We have a couple of currency symbols in the text.

val pattern = "\\p{Sc}".toRegex(RegexOption.IGNORE_CASE)

We define the regular expression for the currency symbols.

val matches = pattern.findAll(content)

We find all the matches.

matches.forEach { matchResult ->

    val currency = matchResult.value
    val idx = matchResult.range

    println("$currency at $idx")
}

We print all the matched values and their indexes.

฿ at 19..19
₹ at 36..36
₾ at 52..52
$ at 69..69
€ at 79..79
¥ at 87..87
£ at 94..94

Kotlin split function

The split method splits the input string around matches of the regular expression.

regex_split.js

package com.zetcode

fun main() {

    val text = "I saw a fox in the wood. The fox had red fur."

    val pattern = "\\W+".toRegex()
    val words = pattern.split(text).filter { it.isNotBlank() }

    println(words)
}

In the exmaple, we find out the number of occurrences of the 'fox' term.

val pattern = "\\W+".toRegex()

The pattern contains the \W named character class, which stands for non-word character. In conjunction with the + quantifier, the pattern looks for non-word character(s) such as space, comma, or dot, which are often used to separate words in text. Note that the character class is double escaped.

val words = pattern.split(text).filter { it.isNotBlank() }

With the split method, we split the input string into a list of words. In addition, we remove the blank trailing word, which was created because our text ended in a non-word character.

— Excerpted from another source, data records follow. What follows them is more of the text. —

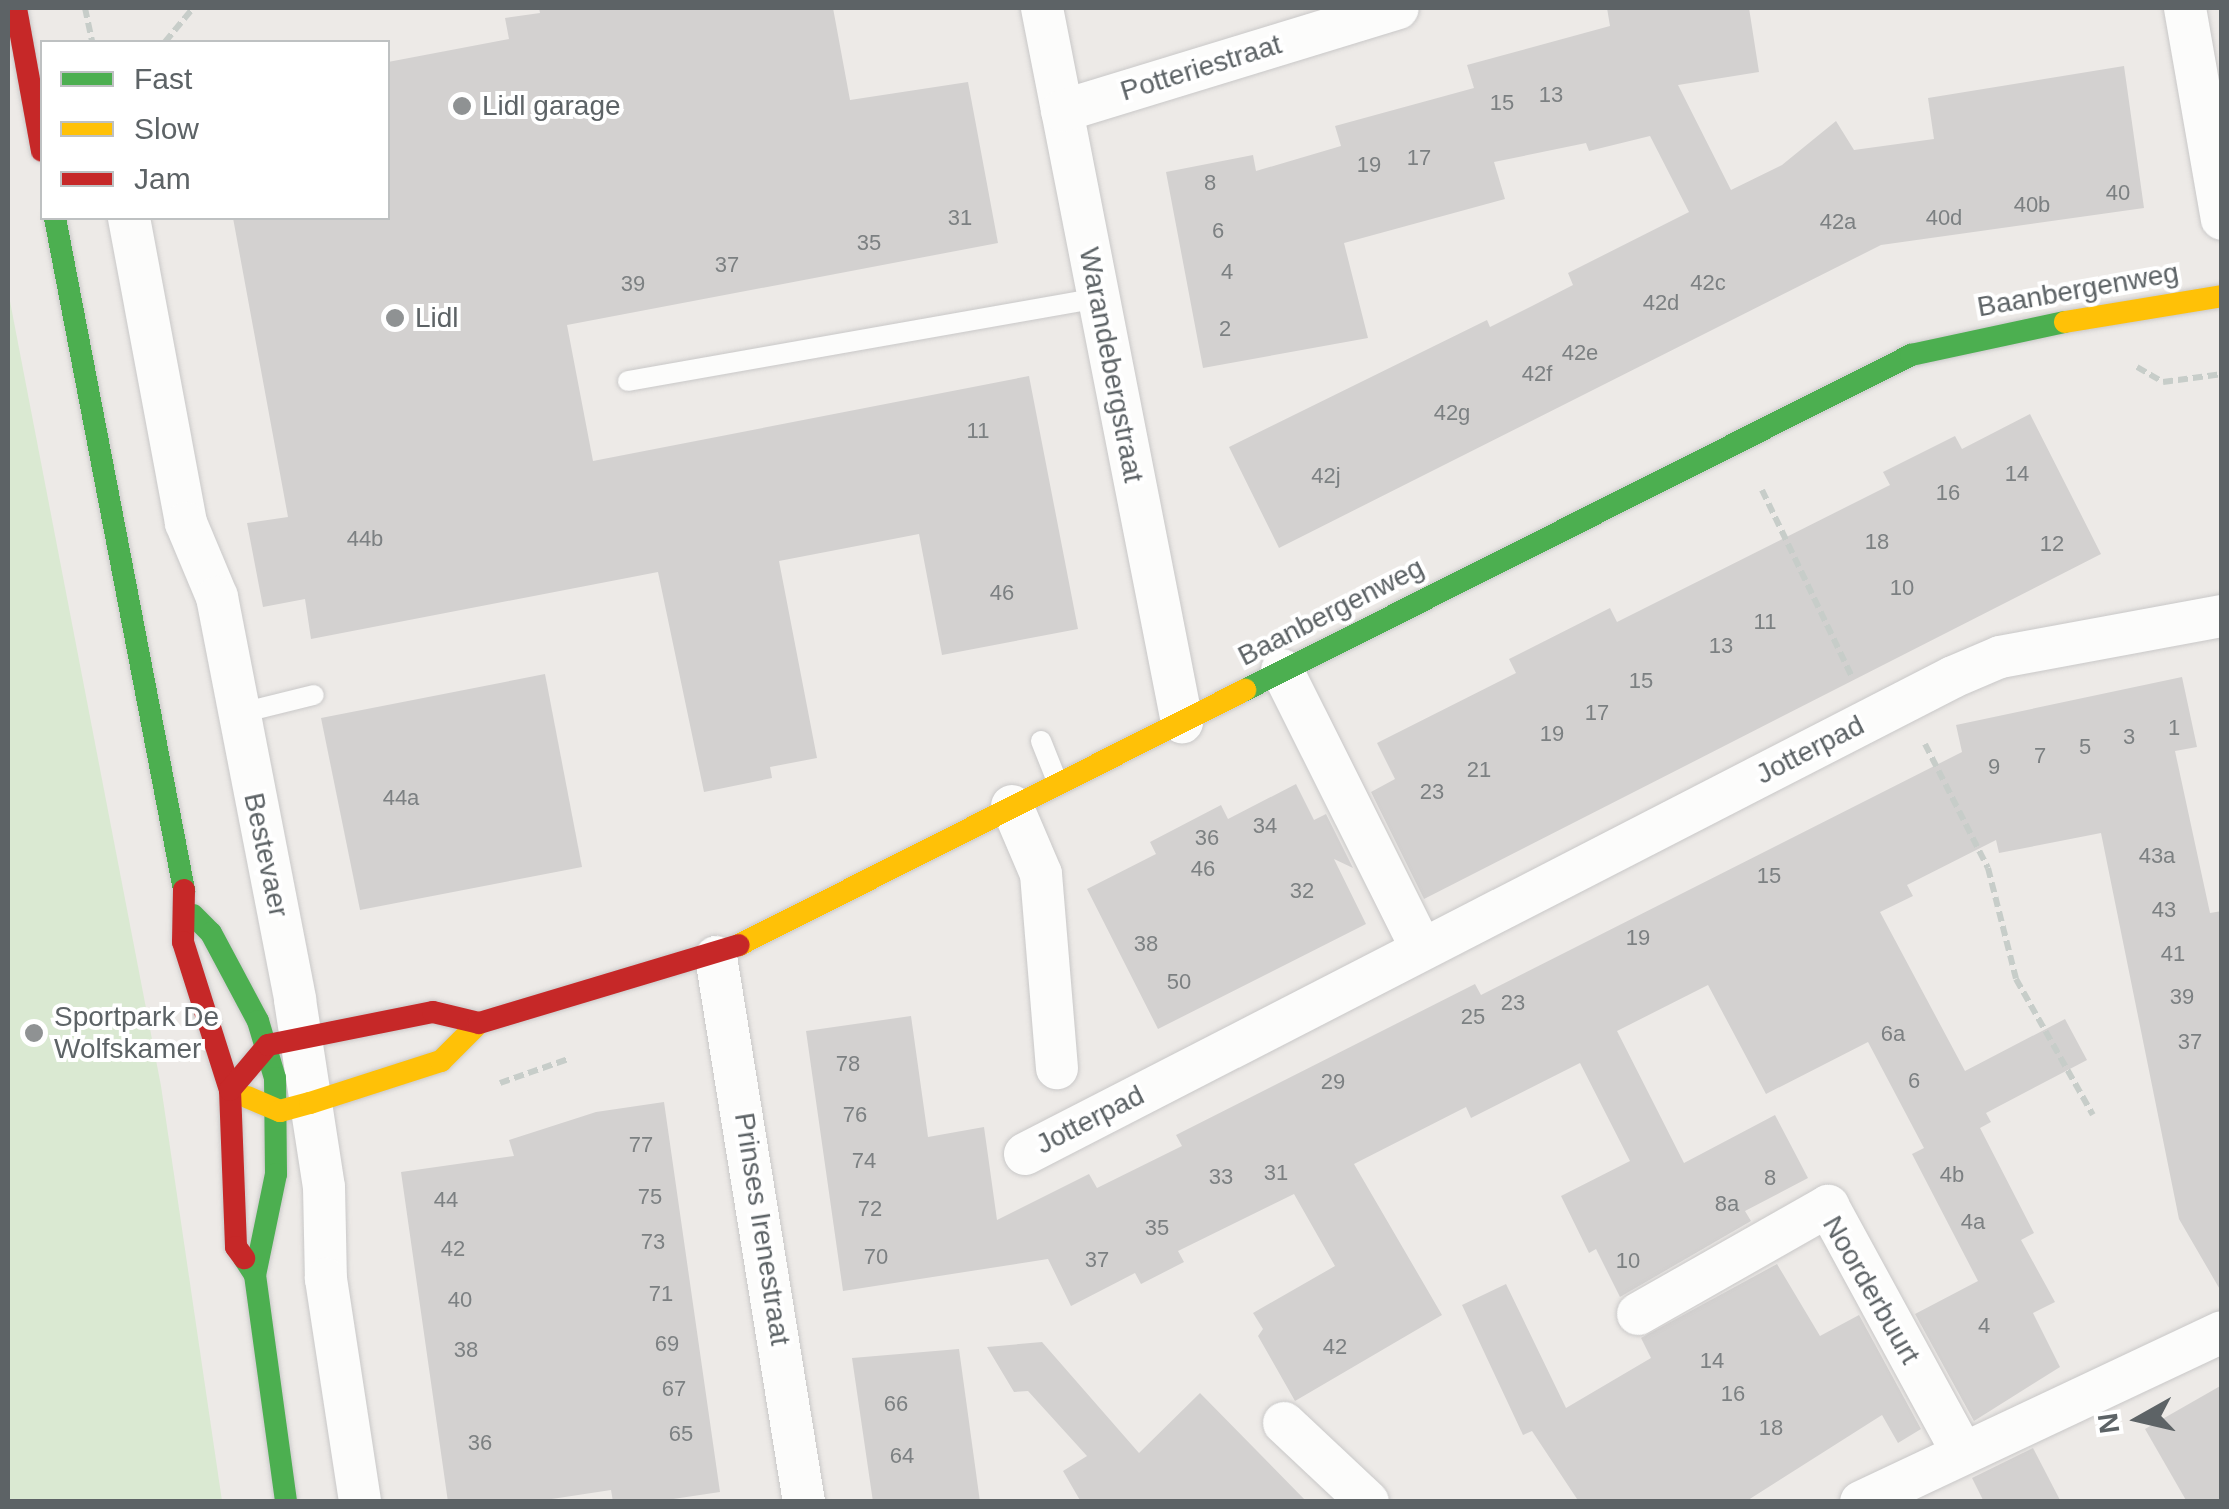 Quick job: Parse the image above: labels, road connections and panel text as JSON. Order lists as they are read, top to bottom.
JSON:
{
  "streets": {
    "main road": ["Baanbergenweg", "Bestevaer"],
    "street": [
      "Potteriestraat",
      "Warandebergstraat",
      "Jotterpad",
      "Prinses Irenestraat",
      "Noorderbuurt"
    ]
  },
  "crossings": [
    ["Potteriestraat", "Warandebergstraat"],
    ["Baanbergenweg", "Warandebergstraat"],
    ["Baanbergenweg", "Bestevaer"],
    ["Baanbergenweg", "Prinses Irenestraat"]
  ],
  "places": ["Lidl garage", "Lidl", "Sportpark De Wolfskamer"],
  "house_numbers": [
    "13",
    "15",
    "17",
    "19",
    "8",
    "40",
    "40b",
    "31",
    "40d",
    "42a",
    "6",
    "35",
    "37",
    "4",
    "42c",
    "39",
    "42d",
    "2",
    "42e",
    "42f",
    "42g",
    "11",
    "14",
    "42j",
    "16",
    "44b",
    "18",
    "12",
    "10",
    "46",
    "11",
    "13",
    "15",
    "17",
    "1",
    "19",
    "3",
    "5",
    "7",
    "9",
    "21",
    "23",
    "44a",
    "34",
    "36",
    "43a",
    "46",
    "15",
    "32",
    "43",
    "19",
    "38",
    "41",
    "50",
    "39",
    "23",
    "25",
    "6a",
    "37",
    "78",
    "6",
    "29",
    "76",
    "77",
    "74",
    "31",
    "4b",
    "33",
    "8",
    "75",
    "44",
    "8a",
    "72",
    "4a",
    "35",
    "73",
    "42",
    "70",
    "37",
    "10",
    "71",
    "40",
    "4",
    "69",
    "42",
    "38",
    "14",
    "67",
    "16",
    "66",
    "18",
    "65",
    "36",
    "64"
  ],
  "legend": ["Fast", "Slow", "Jam"],
  "north": "left"
}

[I, saw, a, fox, in, the, wood, The, fox, had, red, fur]

Case insensitive match

To enable case insensitive search, we pass the RegexOption.IGNORE_CASE to the toRegex method.

regex_case_insensitive.kt

package com.zetcode

fun main() {

    val words = listOf("dog", "Dog", "DOG", "Doggy")

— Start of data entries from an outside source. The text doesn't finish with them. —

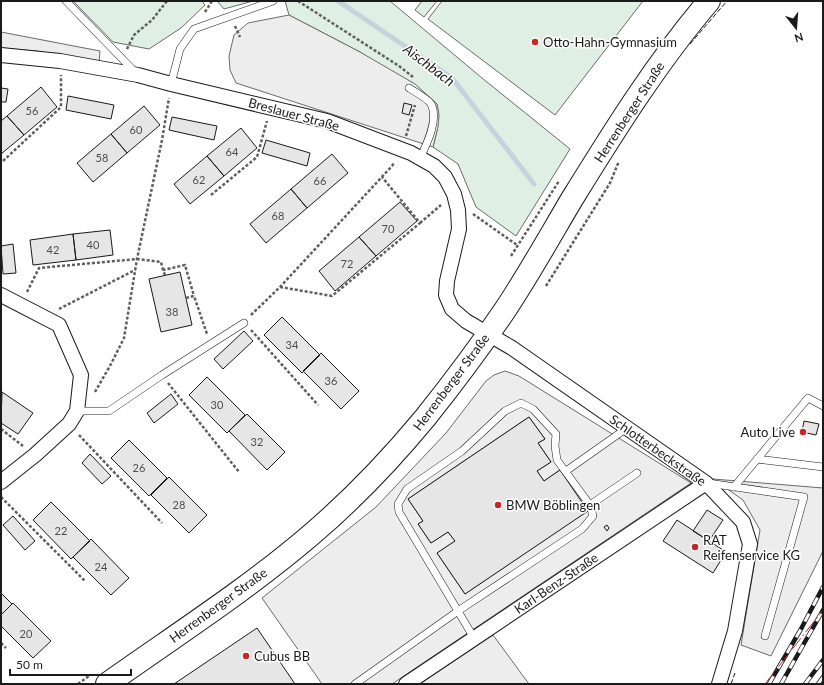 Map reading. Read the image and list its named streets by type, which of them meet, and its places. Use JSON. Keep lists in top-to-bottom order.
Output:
{
  "streets": {
    "main road": ["Herrenberger Straße"],
    "street": ["Breslauer Straße", "Schlotterbeckstraße", "Karl-Benz-Straße"]
  },
  "crossings": [
    ["Herrenberger Straße", "Breslauer Straße"],
    ["Herrenberger Straße", "Schlotterbeckstraße"],
    ["Breslauer Straße", "Schlotterbeckstraße"],
    ["Schlotterbeckstraße", "Karl-Benz-Straße"]
  ],
  "water": ["Aischbach"],
  "places": [
    "Otto-Hahn-Gymnasium",
    "Auto Live",
    "BMW Böblingen",
    "RAT Reifenservice KG",
    "Cubus BB"
  ],
  "house_numbers": [
    "56",
    "60",
    "64",
    "58",
    "62",
    "66",
    "68",
    "70",
    "40",
    "42",
    "72",
    "38",
    "34",
    "36",
    "30",
    "32",
    "26",
    "28",
    "22",
    "24",
    "20"
  ],
  "scale_bar": "50 m",
  "north": "bottom"
} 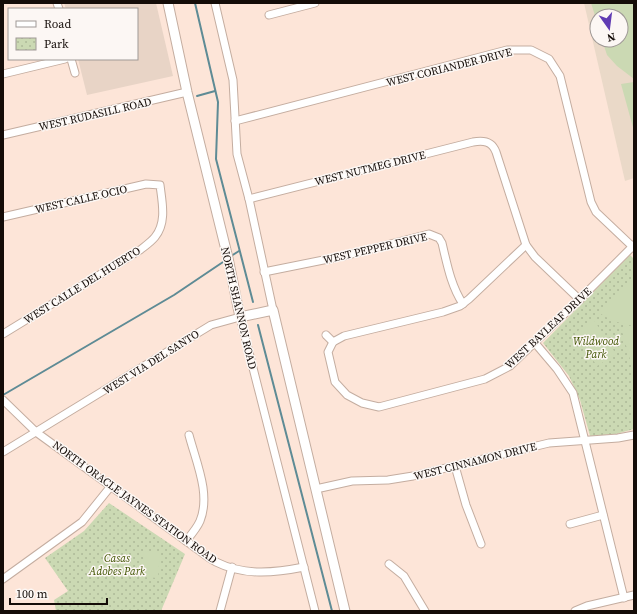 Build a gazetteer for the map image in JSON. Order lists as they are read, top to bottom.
{
  "streets": {
    "street": [
      "WEST CORIANDER DRIVE",
      "WEST RUDASILL ROAD",
      "WEST NUTMEG DRIVE",
      "WEST CALLE OCIO",
      "WEST PEPPER DRIVE",
      "WEST CALLE DEL HUERTO",
      "NORTH SHANNON ROAD",
      "WEST BAYLEAF DRIVE",
      "WEST VIA DEL SANTO",
      "WEST CINNAMON DRIVE",
      "NORTH ORACLE JAYNES STATION ROAD"
    ]
  },
  "crossings": [
    ["WEST CORIANDER DRIVE", "WEST BAYLEAF DRIVE"],
    ["WEST RUDASILL ROAD", "NORTH SHANNON ROAD"],
    ["WEST CALLE OCIO", "WEST CALLE DEL HUERTO"],
    ["NORTH SHANNON ROAD", "WEST VIA DEL SANTO"],
    ["NORTH SHANNON ROAD", "NORTH ORACLE JAYNES STATION ROAD"],
    ["WEST VIA DEL SANTO", "NORTH ORACLE JAYNES STATION ROAD"]
  ],
  "parks": ["Wildwood Park", "Casas Adobes Park"],
  "legend": ["Road", "Park"],
  "scale_bar": "100 m",
  "north": "bottom"
}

    val pattern = "dog".toRegex(RegexOption.IGNORE_CASE)

    words.forEach { word ->

        if (pattern.matches(word)) {

            println("$word matches")
        }
    }
}

In the example, we apply the pattern on words regardless of the case.

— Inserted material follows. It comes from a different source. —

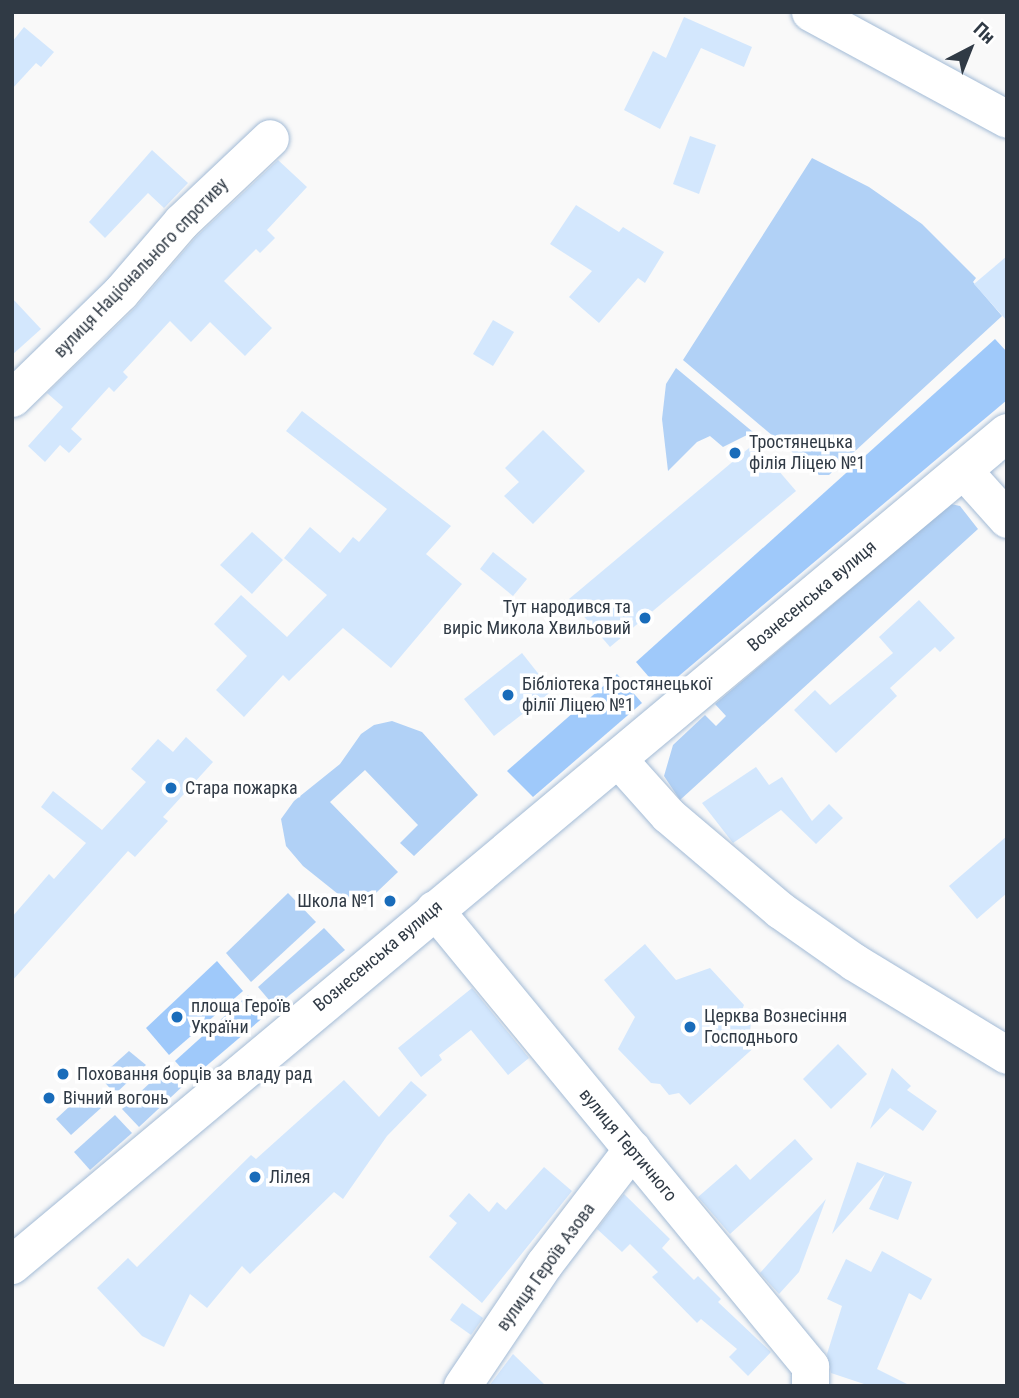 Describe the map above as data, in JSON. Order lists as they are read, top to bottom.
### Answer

val pattern = "dog".toRegex(RegexOption.IGNORE_CASE)

We use the RegexOption.IGNORE_CASE to ignore the case of the input string.

dog matches
Dog matches
DOG matches

The dot metacharacter

The dot (.) metacharacter stands for any single character in the text.

regex_dot_meta.kt

package com.zetcode

fun main() {

    val words = listOf("seven", "even", "prevent", "revenge", "maven",
            "eleven", "amen", "event")

    val pattern = "..even".toRegex()

    words.forEach { word ->

        if (pattern.containsMatchIn(word)) {

            println("$word matches")
        }
    }
}

In the example, we have eight words in a list. We apply a pattern containing two dot metacharacters on each of the words.

prevent matches
eleven matches

There are two words that match the pattern.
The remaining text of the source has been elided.